Specimen Requirements

10% neutral buffered formalin fixed paraffin embedded tissue
5 mm^3 fresh tissue or 3.0 mL (min. 2.0 mL) FNA in MPLN RPMI media

Specimen Stability
Paraffin blocks stable at 18-25°C indefinitely
Fresh tissue or FNA stable at 2-8°C for 72 hours
Storage & Handling

Fresh tissue, FNA or paraffin embedded tissue, ship in a Styrofoam container with a cool/refrigerated pack (Do not allow cool pack to directly contact sample)

Causes for Rejection

Improper specimen labeling; Insufficient sample; Inadequate fixation and/or processing

Reference Range

A positive FISH result (HER2/CEP17 ratio greater or equal to 2.0) or an IHC score of 3+ provides eligibility for Herceptin. Patients with IHC scores of 0/1 should not be treated with Herceptin. IHC score of 2+ should be retested using FISH. Any equivocal cases should be retested by an alternate method.

Description

The FDA recently approved trastuzumab (Herceptin, Genentech) for use in combination with cisplatin and capecitabine or 5-fluorouracil to treat patients with human epidermal growth factor receptor 2 (HER2)-over expressing (also called HER2-positive) metastatic gastric or GEJC who have not received prior treatment for metastatic disease.
The new indication was largely based upon the results of the “Trastuzumab for Gastric Cancer” or ToGA trial (Lancet. August 28, 2010). The trial revealed that patients on trastuzumab plus chemotherapy had a median overall survival of 13.8 months compared to 11.1 months with chemotherapy alone. However, stratifying the HER2+ group into two subgroups (a) FISH+ and IHC-negative (IHC0 or IHC1+) vs. (b) IHC3+ or ICH2+FISH+ revealed more distinct 11.8 month and 16.0 month median overall survivals,  respectively. FISH-positivity alone did not indicate Herceptin benefit; Herceptin benefit was essentially limited to immunohistochemically 3+ gastric cancers or IHC2+ and FISH+ cancers.

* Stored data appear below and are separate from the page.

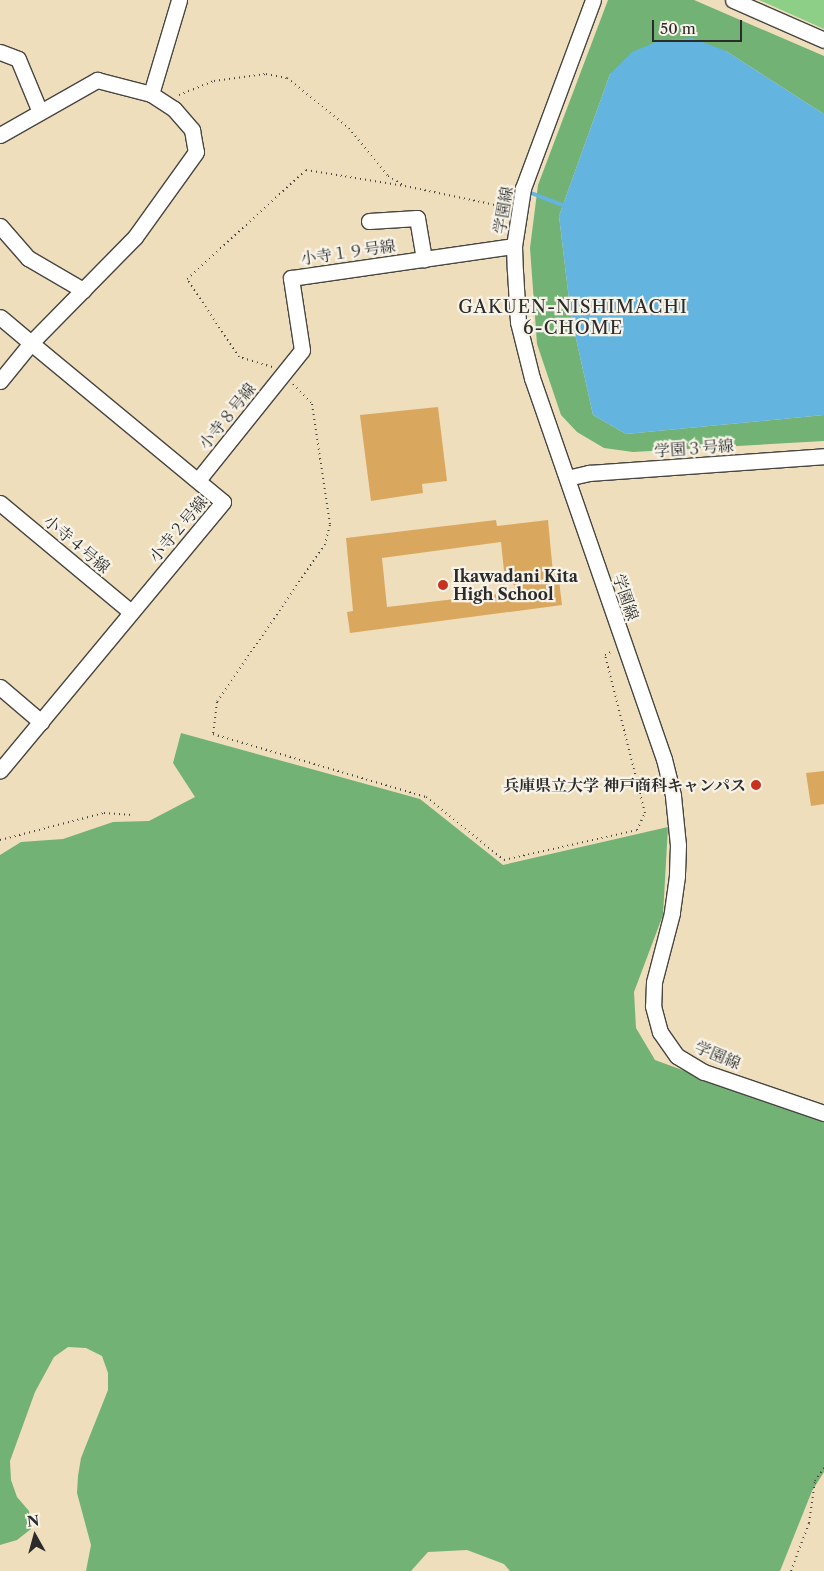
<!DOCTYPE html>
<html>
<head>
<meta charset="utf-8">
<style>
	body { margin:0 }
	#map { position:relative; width:824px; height:1571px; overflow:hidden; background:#efdebc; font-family:"Libre Caslon Text","Noto Serif JP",serif }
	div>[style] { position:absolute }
	.green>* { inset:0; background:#8ecf87 }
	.forest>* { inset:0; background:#72b274 }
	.water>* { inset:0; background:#63b4de }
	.stream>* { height:4px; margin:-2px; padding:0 2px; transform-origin:2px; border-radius:2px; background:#63b4de }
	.building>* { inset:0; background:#daa75f }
	.path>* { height:2px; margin-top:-1px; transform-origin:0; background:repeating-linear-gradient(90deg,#484641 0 1px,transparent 0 5px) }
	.roads { filter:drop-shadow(1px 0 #484641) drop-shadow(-1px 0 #484641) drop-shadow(0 1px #484641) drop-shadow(0 -1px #484641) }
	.minor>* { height:15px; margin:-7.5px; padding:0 7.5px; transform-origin:7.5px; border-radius:7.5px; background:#fff }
	.dots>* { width:14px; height:14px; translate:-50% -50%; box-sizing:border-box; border:2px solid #f7f3e8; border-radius:50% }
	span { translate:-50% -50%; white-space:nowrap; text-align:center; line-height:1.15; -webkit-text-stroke:4.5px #f7f3e8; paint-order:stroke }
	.street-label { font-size:16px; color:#2b2b2b }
	.poi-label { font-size:16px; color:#2b2b2b; font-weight:700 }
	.left { translate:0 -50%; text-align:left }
	.right { translate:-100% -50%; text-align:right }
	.neighbourhood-label { font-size:18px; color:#2b2b2b; letter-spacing:1px }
	.north { position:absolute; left:10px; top:1511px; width:50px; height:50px; -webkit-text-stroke:4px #f7f3e8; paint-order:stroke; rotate:353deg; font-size:14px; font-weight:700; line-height:20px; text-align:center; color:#2b2b2b }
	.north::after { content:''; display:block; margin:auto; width:18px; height:22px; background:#2b2b2b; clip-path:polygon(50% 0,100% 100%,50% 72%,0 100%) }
	.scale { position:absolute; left:652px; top:20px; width:90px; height:22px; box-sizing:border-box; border:2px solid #2b2b2b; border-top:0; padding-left:6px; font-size:15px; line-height:18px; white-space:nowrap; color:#2b2b2b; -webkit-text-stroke:4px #f7f3e8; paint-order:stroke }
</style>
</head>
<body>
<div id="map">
	<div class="green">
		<i style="clip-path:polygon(759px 0,824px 0,824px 29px)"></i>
	</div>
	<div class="forest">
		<i style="clip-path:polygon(608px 0,694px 0,824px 56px,824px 114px,726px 51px,610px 74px,559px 216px,571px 316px,593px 415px,626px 434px,824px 415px,824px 441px,633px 452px,604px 448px,577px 432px,561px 415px,537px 344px,530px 248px,538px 185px)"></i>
		<i style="clip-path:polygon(181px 733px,420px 799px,503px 865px,668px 827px,663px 915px,634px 992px,636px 1028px,655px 1060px,824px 1122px,824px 1472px,812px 1491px,780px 1571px,510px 1571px,504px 1564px,467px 1550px,428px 1552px,411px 1571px,86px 1571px,91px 1545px,77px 1493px,78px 1476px,81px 1458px,108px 1390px,108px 1373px,102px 1356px,86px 1348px,68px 1347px,54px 1357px,35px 1392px,10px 1461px,11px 1480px,17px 1497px,29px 1511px,31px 1529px,17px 1540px,0 1545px,0 855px,21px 842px,63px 839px,113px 822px,149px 821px,195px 797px,173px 763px)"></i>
	</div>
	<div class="water">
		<i style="clip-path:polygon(692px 38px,726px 51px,824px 114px,824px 415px,626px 434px,593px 415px,571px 316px,559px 216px,610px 74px,632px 52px,658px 41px)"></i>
	</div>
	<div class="stream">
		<i style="left:526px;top:191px;width:40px;rotate:21deg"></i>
	</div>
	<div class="building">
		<i style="clip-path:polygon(438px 407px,447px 481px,422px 484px,423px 493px,371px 501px,360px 415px)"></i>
		<i style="clip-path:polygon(evenodd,496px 520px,497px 526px,548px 520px,553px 573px,558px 572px,562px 605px,350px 633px,347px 612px,353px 611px,346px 538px,496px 520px,501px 542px,504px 571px,511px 570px,515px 592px,387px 607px,382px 558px,501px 542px)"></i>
		<i style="clip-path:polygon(824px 771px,824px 804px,811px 806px,806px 773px)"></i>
	</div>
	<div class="path">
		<i style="left:179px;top:95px;width:38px;rotate:-22deg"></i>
		<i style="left:214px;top:81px;width:52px;rotate:-7.7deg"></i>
		<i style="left:266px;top:74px;width:21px;rotate:11deg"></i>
		<i style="left:287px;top:78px;width:80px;rotate:38.9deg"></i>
		<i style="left:349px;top:128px;width:62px;rotate:50.9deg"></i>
		<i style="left:388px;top:176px;width:20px;rotate:30deg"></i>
		<i style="left:405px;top:186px;width:102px;rotate:11.9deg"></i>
		<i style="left:272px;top:367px;width:34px;rotate:-163deg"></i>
		<i style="left:239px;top:357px;width:94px;rotate:-123.7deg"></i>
		<i style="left:187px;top:279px;width:161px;rotate:-42.5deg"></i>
		<i style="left:306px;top:170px;width:100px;rotate:9.2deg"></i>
		<i style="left:293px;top:384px;width:28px;rotate:46deg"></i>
		<i style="left:312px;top:404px;width:122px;rotate:81.5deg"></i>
		<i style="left:330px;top:525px;width:20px;rotate:105deg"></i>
		<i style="left:325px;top:544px;width:191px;rotate:124.4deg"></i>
		<i style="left:217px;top:702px;width:32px;rotate:97deg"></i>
		<i style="left:213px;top:734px;width:222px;rotate:16.5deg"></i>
		<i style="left:426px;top:797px;width:100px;rotate:38.9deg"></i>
		<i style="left:504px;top:860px;width:136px;rotate:-12.7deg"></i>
		<i style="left:637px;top:830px;width:19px;rotate:-65deg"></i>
		<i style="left:645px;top:813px;width:163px;rotate:-104.2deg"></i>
		<i style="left:605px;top:655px;width:9px;rotate:-27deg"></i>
		<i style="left:0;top:840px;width:107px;rotate:-14.6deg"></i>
		<i style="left:104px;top:813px;width:29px;rotate:4deg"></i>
		<i style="left:791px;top:1571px;width:51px;rotate:-69.4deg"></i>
		<i style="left:809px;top:1523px;width:42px;rotate:-81.9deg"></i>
		<i style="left:815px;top:1481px;width:16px;rotate:-55deg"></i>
	</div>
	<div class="roads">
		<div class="minor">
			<i style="left:593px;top:0;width:201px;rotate:110.4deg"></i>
			<i style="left:523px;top:188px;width:59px;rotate:98.8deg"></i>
			<i style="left:514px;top:246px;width:25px;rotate:88deg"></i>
			<i style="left:515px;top:271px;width:51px;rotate:86.6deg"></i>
			<i style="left:518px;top:322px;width:58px;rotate:76deg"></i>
			<i style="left:532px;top:378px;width:403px;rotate:70.9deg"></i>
			<i style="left:664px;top:759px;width:38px;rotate:76deg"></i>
			<i style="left:673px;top:796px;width:49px;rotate:84.2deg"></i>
			<i style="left:678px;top:845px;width:31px;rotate:92deg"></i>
			<i style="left:677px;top:876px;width:37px;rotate:98deg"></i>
			<i style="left:672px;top:913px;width:71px;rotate:104.6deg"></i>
			<i style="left:654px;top:982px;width:24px;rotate:92deg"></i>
			<i style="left:653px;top:1006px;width:27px;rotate:75deg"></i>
			<i style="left:660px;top:1032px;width:29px;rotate:55deg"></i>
			<i style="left:677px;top:1056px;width:31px;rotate:31deg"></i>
			<i style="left:704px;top:1072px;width:127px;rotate:18.9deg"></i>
			<i style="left:733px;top:0;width:99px;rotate:23.7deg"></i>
			<i style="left:0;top:52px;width:19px;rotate:21deg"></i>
			<i style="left:18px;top:59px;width:57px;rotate:67.5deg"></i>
			<i style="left:151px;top:94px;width:98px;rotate:-73.4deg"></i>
			<i style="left:0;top:135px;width:112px;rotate:-29.6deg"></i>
			<i style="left:97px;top:80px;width:56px;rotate:14.5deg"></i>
			<i style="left:151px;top:94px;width:27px;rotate:33deg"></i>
			<i style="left:174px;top:109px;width:28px;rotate:49deg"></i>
			<i style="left:192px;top:130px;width:22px;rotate:80deg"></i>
			<i style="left:196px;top:152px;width:105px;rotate:125.7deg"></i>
			<i style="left:135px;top:237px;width:148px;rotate:134.5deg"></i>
			<i style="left:31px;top:343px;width:40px;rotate:-140deg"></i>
			<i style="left:369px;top:221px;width:48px;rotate:-3.6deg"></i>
			<i style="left:417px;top:218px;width:42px;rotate:80.3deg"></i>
			<i style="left:0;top:226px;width:43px;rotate:48.8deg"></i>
			<i style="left:28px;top:258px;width:64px;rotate:30.2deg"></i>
			<i style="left:0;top:381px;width:49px;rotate:-50.8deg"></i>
			<i style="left:31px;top:343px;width:249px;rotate:39.6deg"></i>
			<i style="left:223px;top:502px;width:349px;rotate:129.7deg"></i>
			<i style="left:567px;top:478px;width:23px;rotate:-13deg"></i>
			<i style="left:589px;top:473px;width:236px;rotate:-4.1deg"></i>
			<i style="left:198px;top:480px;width:166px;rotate:-51.3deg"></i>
			<i style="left:302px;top:350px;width:73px;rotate:-98.7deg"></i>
			<i style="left:291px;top:278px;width:225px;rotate:-8.2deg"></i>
			<i style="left:0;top:503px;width:170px;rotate:39.8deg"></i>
			<i style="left:0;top:687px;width:54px;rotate:40.5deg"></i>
		</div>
	</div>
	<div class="dots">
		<i style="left:443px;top:585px;background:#c8321e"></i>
		<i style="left:756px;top:785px;background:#c8321e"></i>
	</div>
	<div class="street-label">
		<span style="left:503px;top:210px;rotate:-80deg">学園線</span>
		<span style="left:348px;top:252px;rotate:-8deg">小寺１９号線</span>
		<span style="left:227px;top:416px;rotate:-51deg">小寺８号線</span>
		<span style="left:694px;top:448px;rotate:-4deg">学園３号線</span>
		<span style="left:178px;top:529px;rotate:-50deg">小寺２号線</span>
		<span style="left:77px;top:544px;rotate:40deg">小寺４号線</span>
		<span style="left:626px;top:597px;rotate:71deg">学園線</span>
		<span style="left:718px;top:1055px;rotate:23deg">学園線</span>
	</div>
	<div class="poi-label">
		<span class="left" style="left:453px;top:585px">Ikawadani Kita<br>High School</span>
		<span class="right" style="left:746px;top:785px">兵庫県立大学 神戸商科キャンパス</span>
	</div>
	<div class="neighbourhood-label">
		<span style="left:573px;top:318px">GAKUEN-NISHIMACHI<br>6-CHOME</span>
	</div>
	<div class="north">N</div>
	<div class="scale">50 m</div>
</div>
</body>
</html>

IHC or FISH can be used as the first-line testing method, but based on ToGA data and pending future investigations, oncologists should consider immunohistochemistry for optimal frontline testing.

References
  1. Albarello L, Pecciarini L, Doglioni C. (2011) Adv Anat Pathol. 18(1):53-9. HER2 Testing in Gastric Cancer.
  2. Ruschoff J et al. (2010) HER2 diagnostics in gastric cancer – guideline validation and development of standardized immunohistochemical testing. Virchows Arch. 457(3):299-307.
  3. Gravalos C, Jimeno A. (2008) HER2 in gastric cancer: a new prognostic factor and a novel therapeutic target. Ann Oncol. 9:1523-9.